Data to process Start Marker
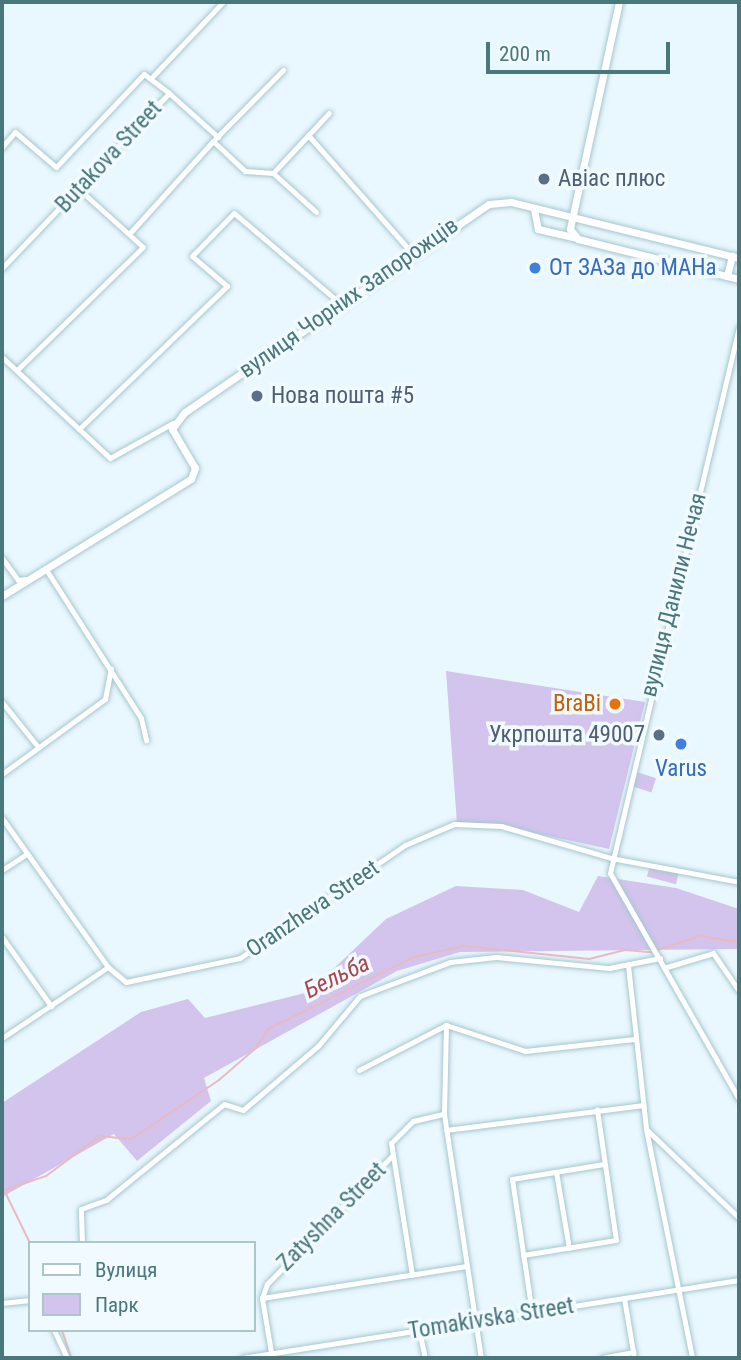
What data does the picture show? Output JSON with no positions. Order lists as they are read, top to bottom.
{
  "streets": {
    "street": [
      "Butakova Street",
      "вулиця Чорних Запорожців",
      "вулиця Данили Нечая",
      "Oranzheva Street",
      "Zatyshna Street",
      "Tomakivska Street"
    ]
  },
  "crossings": [
    ["вулиця Данили Нечая", "Oranzheva Street"]
  ],
  "water": ["Бельба"],
  "places": [
    "Авіас плюс",
    "От ЗАЗа до МАНа",
    "Нова пошта #5",
    "BraBi",
    "Укрпошта 49007",
    "Varus"
  ],
  "legend": ["Вулиця", "Парк"],
  "scale_bar": "200 m"
}
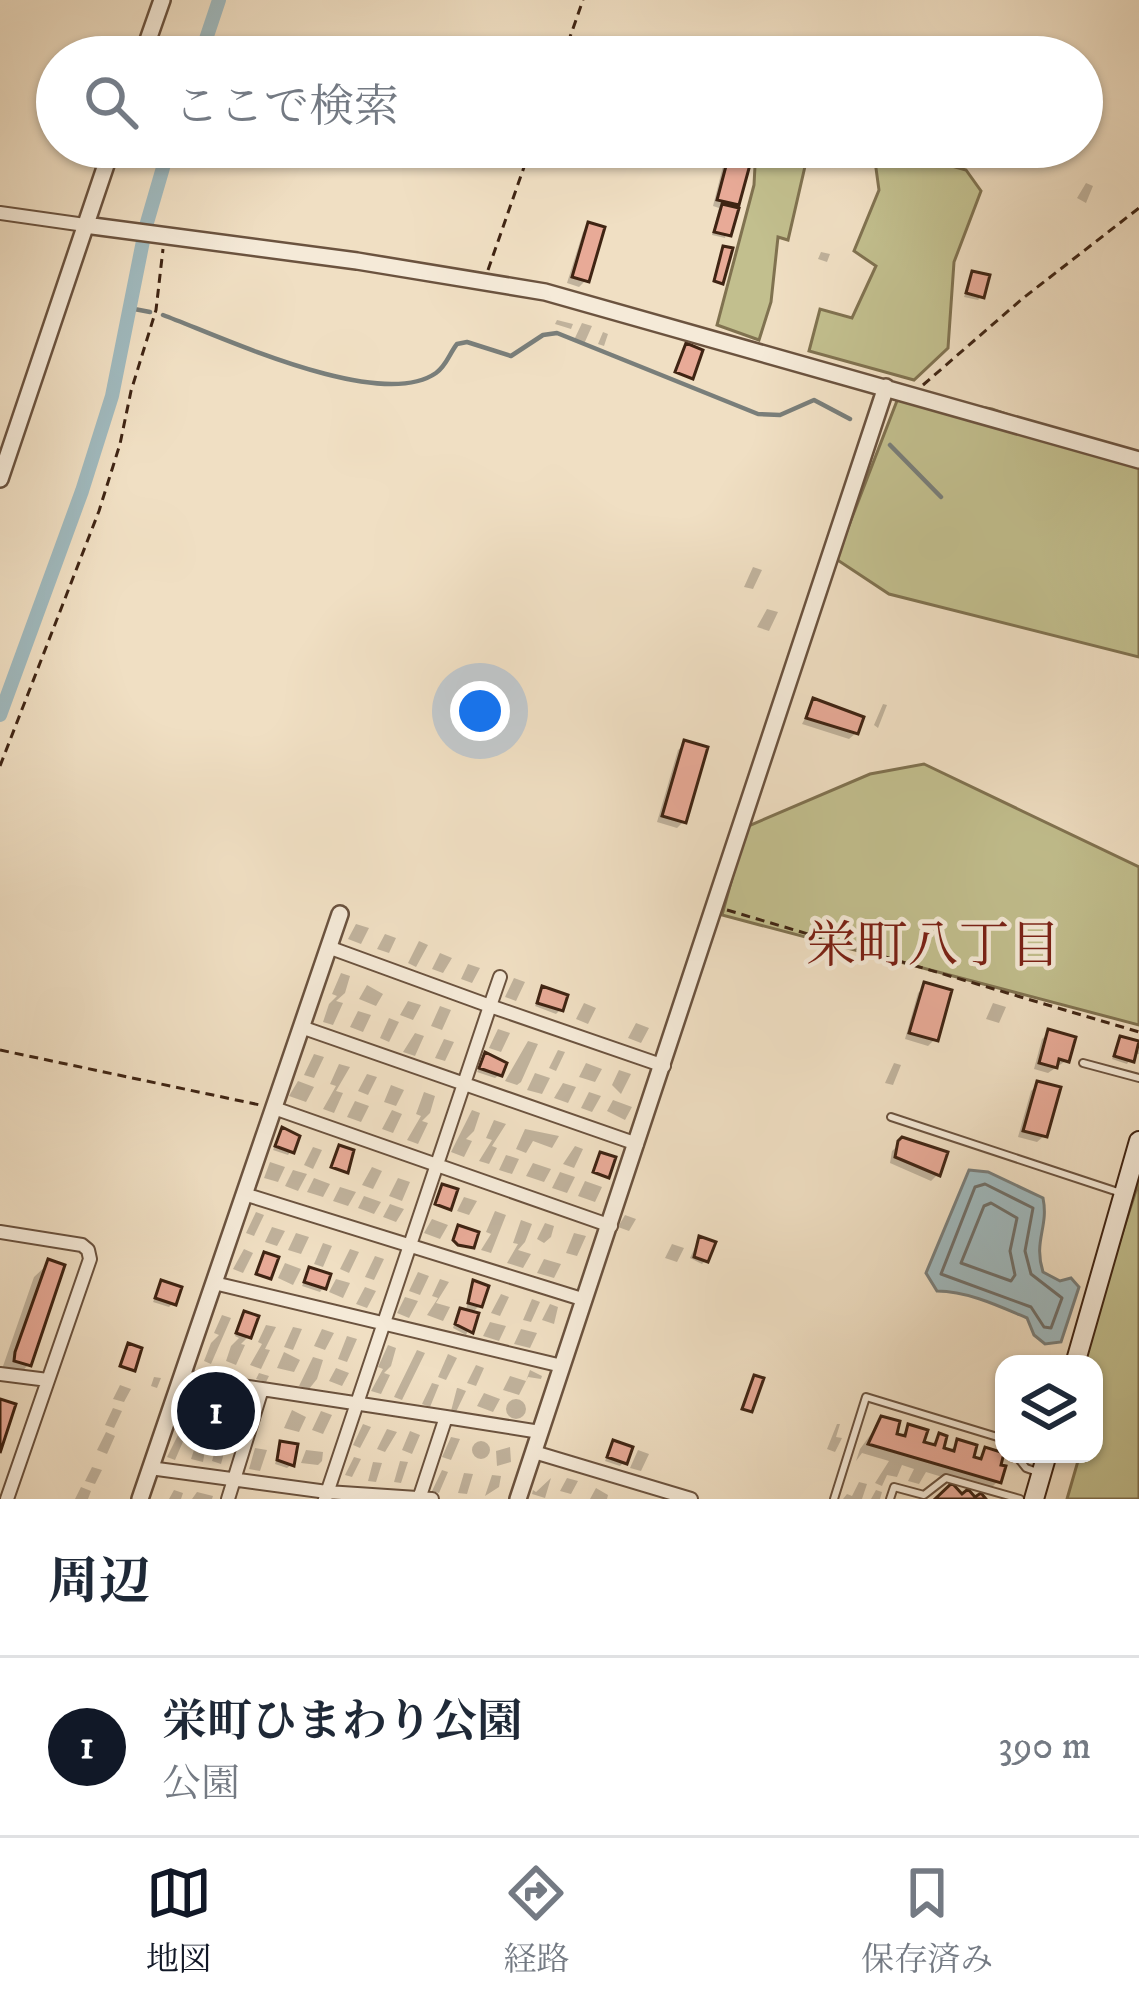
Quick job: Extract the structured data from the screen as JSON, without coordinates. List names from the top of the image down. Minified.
{"districts":["栄町八丁目"],"page":{"search":"ここで検索","pins":"1","heading":"周辺","list":[{"mark":"1","name":"栄町ひまわり公園","note":"公園","value":"390 m"}],"nav":["地図","経路","保存済み"]}}
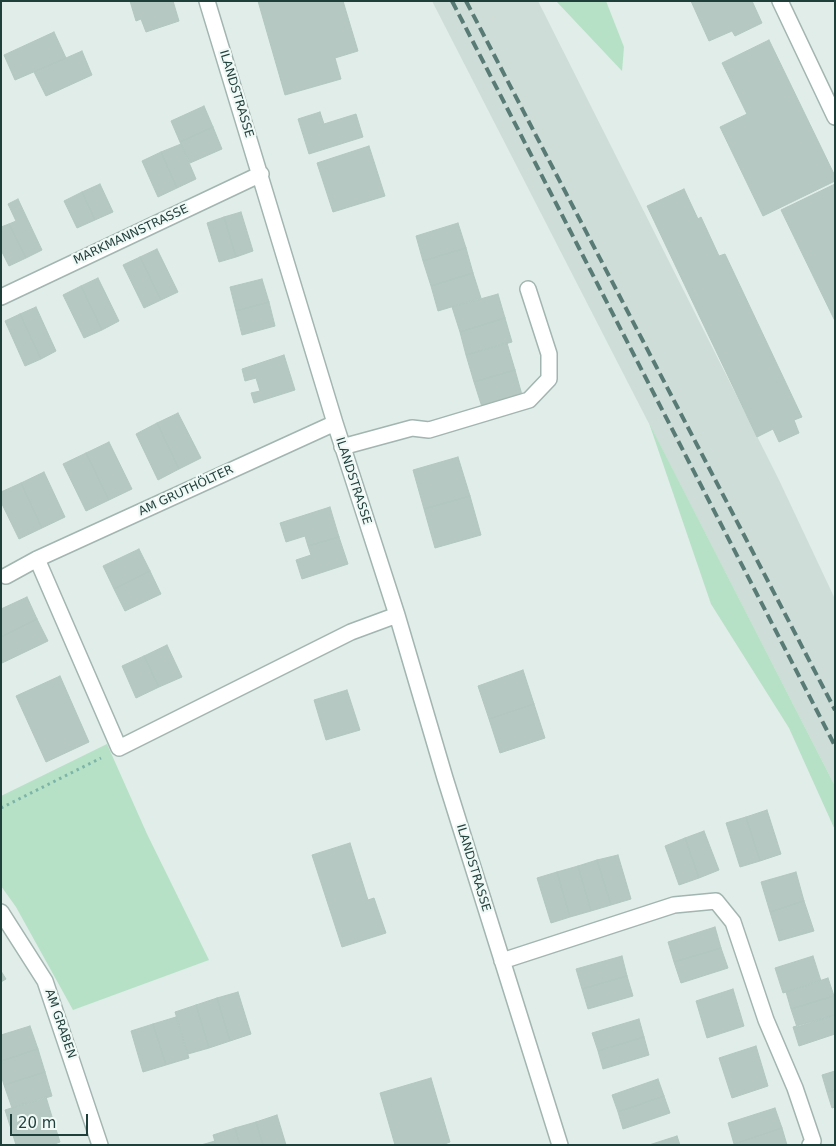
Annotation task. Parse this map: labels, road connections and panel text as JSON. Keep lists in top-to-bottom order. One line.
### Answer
{"streets":{"street":["ILANDSTRASSE","MARKMANNSTRASSE","AM GRUTHÖLTER","AM GRABEN"]},"crossings":[["ILANDSTRASSE","MARKMANNSTRASSE"],["ILANDSTRASSE","AM GRUTHÖLTER"]],"scale_bar":"20 m"}
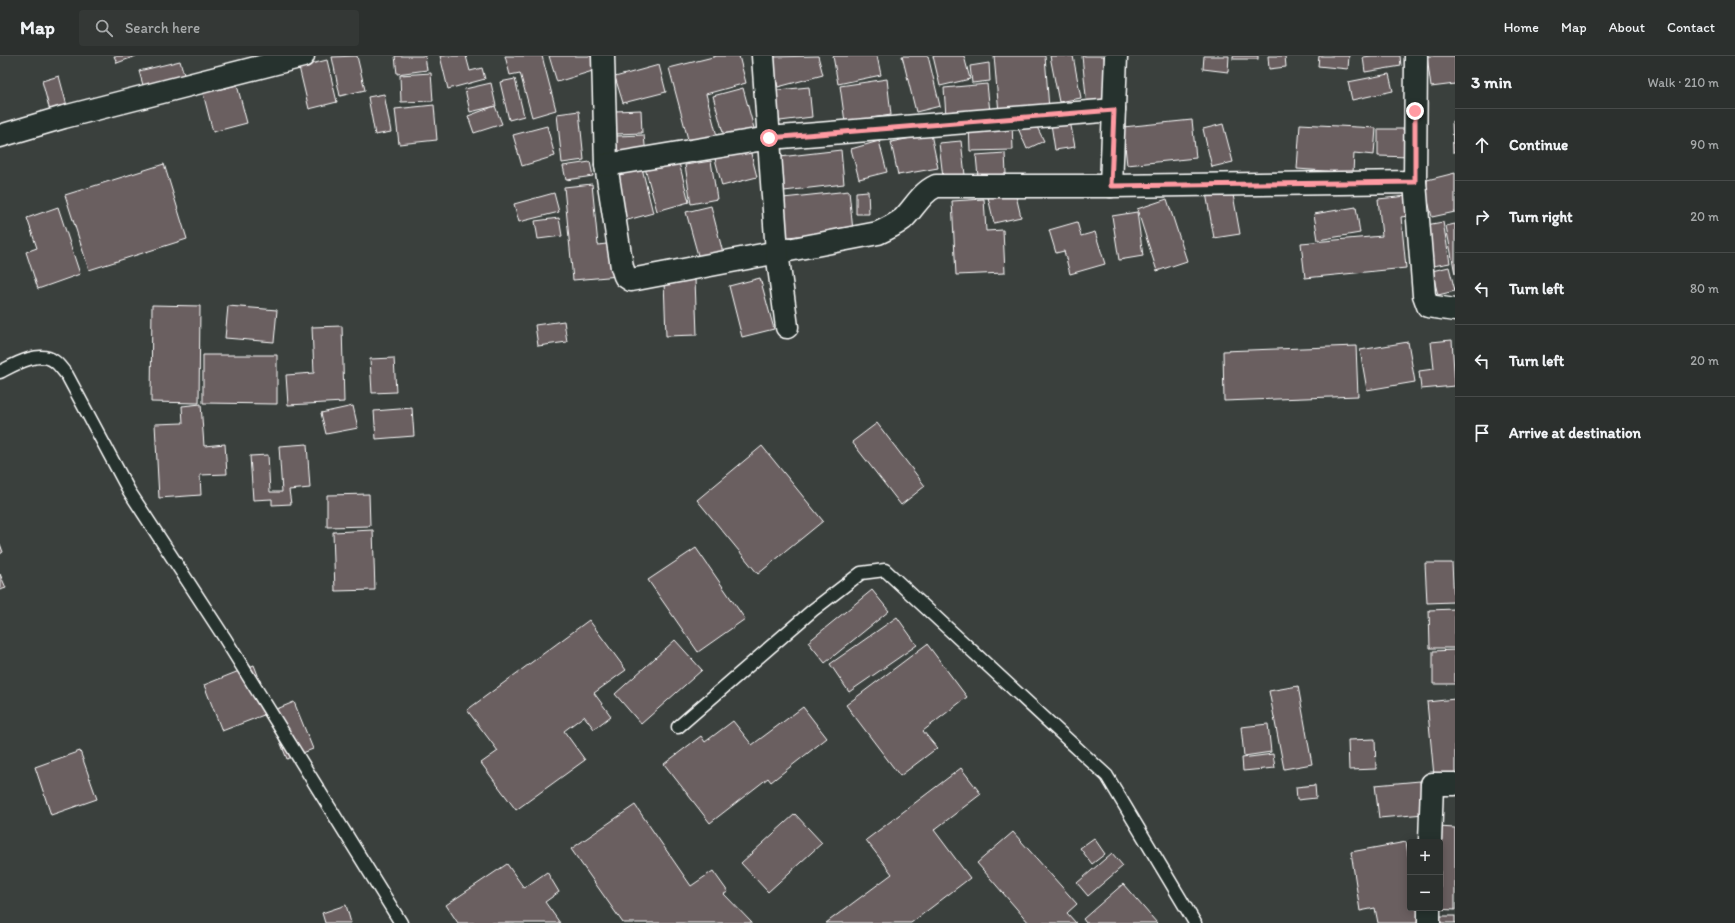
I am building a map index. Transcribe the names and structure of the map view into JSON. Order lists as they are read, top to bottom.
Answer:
{
  "page": {
    "header": "Map",
    "search": "Search here",
    "nav": [
      "Home",
      "Map",
      "About",
      "Contact"
    ],
    "heading": ["3 min", "Walk · 210 m"],
    "list": [
      ["Continue", "90 m"],
      ["Turn right", "20 m"],
      ["Turn left", "80 m"],
      ["Turn left", "20 m"],
      "Arrive at destination"
    ],
    "map_buttons": ["+", "−"]
  }
}
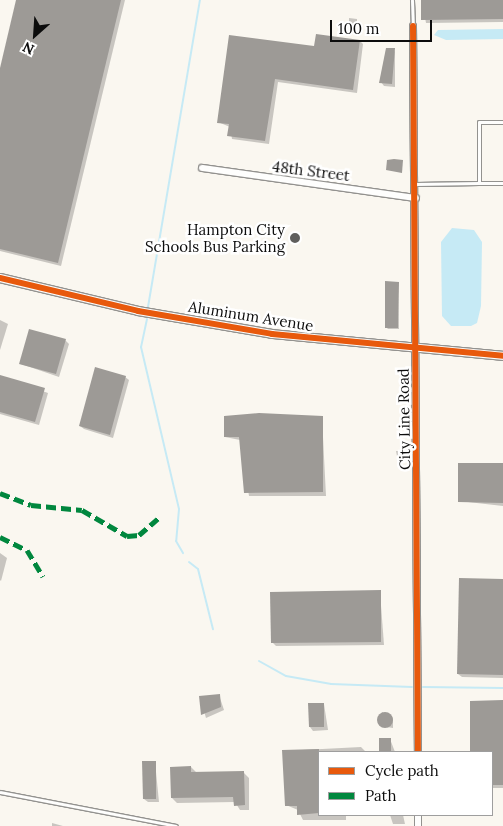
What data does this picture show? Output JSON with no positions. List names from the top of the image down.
{
  "streets": {
    "street": ["48th Street", "Aluminum Avenue", "City Line Road"]
  },
  "crossings": [
    ["48th Street", "City Line Road"],
    ["Aluminum Avenue", "City Line Road"]
  ],
  "places": ["Hampton City Schools Bus Parking"],
  "legend": ["Cycle path", "Path"],
  "scale_bar": "100 m",
  "north": "bottom left"
}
Data to process End Marker
- **Action item**
Return every line above exactly, omitting images.

- **Task solution**
What data does the picture show? Output JSON with no positions. Order lists as they are read, top to bottom.
{
  "streets": {
    "street": [
      "Butakova Street",
      "вулиця Чорних Запорожців",
      "вулиця Данили Нечая",
      "Oranzheva Street",
      "Zatyshna Street",
      "Tomakivska Street"
    ]
  },
  "crossings": [
    ["вулиця Данили Нечая", "Oranzheva Street"]
  ],
  "water": ["Бельба"],
  "places": [
    "Авіас плюс",
    "От ЗАЗа до МАНа",
    "Нова пошта #5",
    "BraBi",
    "Укрпошта 49007",
    "Varus"
  ],
  "legend": ["Вулиця", "Парк"],
  "scale_bar": "200 m"
}
Quick job: Extract the structured data from the screen as JSON, without coordinates. List names from the top of the image down. Minified.
{"districts":["栄町八丁目"],"page":{"search":"ここで検索","pins":"1","heading":"周辺","list":[{"mark":"1","name":"栄町ひまわり公園","note":"公園","value":"390 m"}],"nav":["地図","経路","保存済み"]}}
Annotation task. Parse this map: labels, road connections and panel text as JSON. Keep lists in top-to-bottom order. One line.
### Answer
{"streets":{"street":["ILANDSTRASSE","MARKMANNSTRASSE","AM GRUTHÖLTER","AM GRABEN"]},"crossings":[["ILANDSTRASSE","MARKMANNSTRASSE"],["ILANDSTRASSE","AM GRUTHÖLTER"]],"scale_bar":"20 m"}
I am building a map index. Transcribe the names and structure of the map view into JSON. Order lists as they are read, top to bottom.
Answer:
{
  "page": {
    "header": "Map",
    "search": "Search here",
    "nav": [
      "Home",
      "Map",
      "About",
      "Contact"
    ],
    "heading": ["3 min", "Walk · 210 m"],
    "list": [
      ["Continue", "90 m"],
      ["Turn right", "20 m"],
      ["Turn left", "80 m"],
      ["Turn left", "20 m"],
      "Arrive at destination"
    ],
    "map_buttons": ["+", "−"]
  }
}
What data does this picture show? Output JSON with no positions. List names from the top of the image down.
{
  "streets": {
    "street": ["48th Street", "Aluminum Avenue", "City Line Road"]
  },
  "crossings": [
    ["48th Street", "City Line Road"],
    ["Aluminum Avenue", "City Line Road"]
  ],
  "places": ["Hampton City Schools Bus Parking"],
  "legend": ["Cycle path", "Path"],
  "scale_bar": "100 m",
  "north": "bottom left"
}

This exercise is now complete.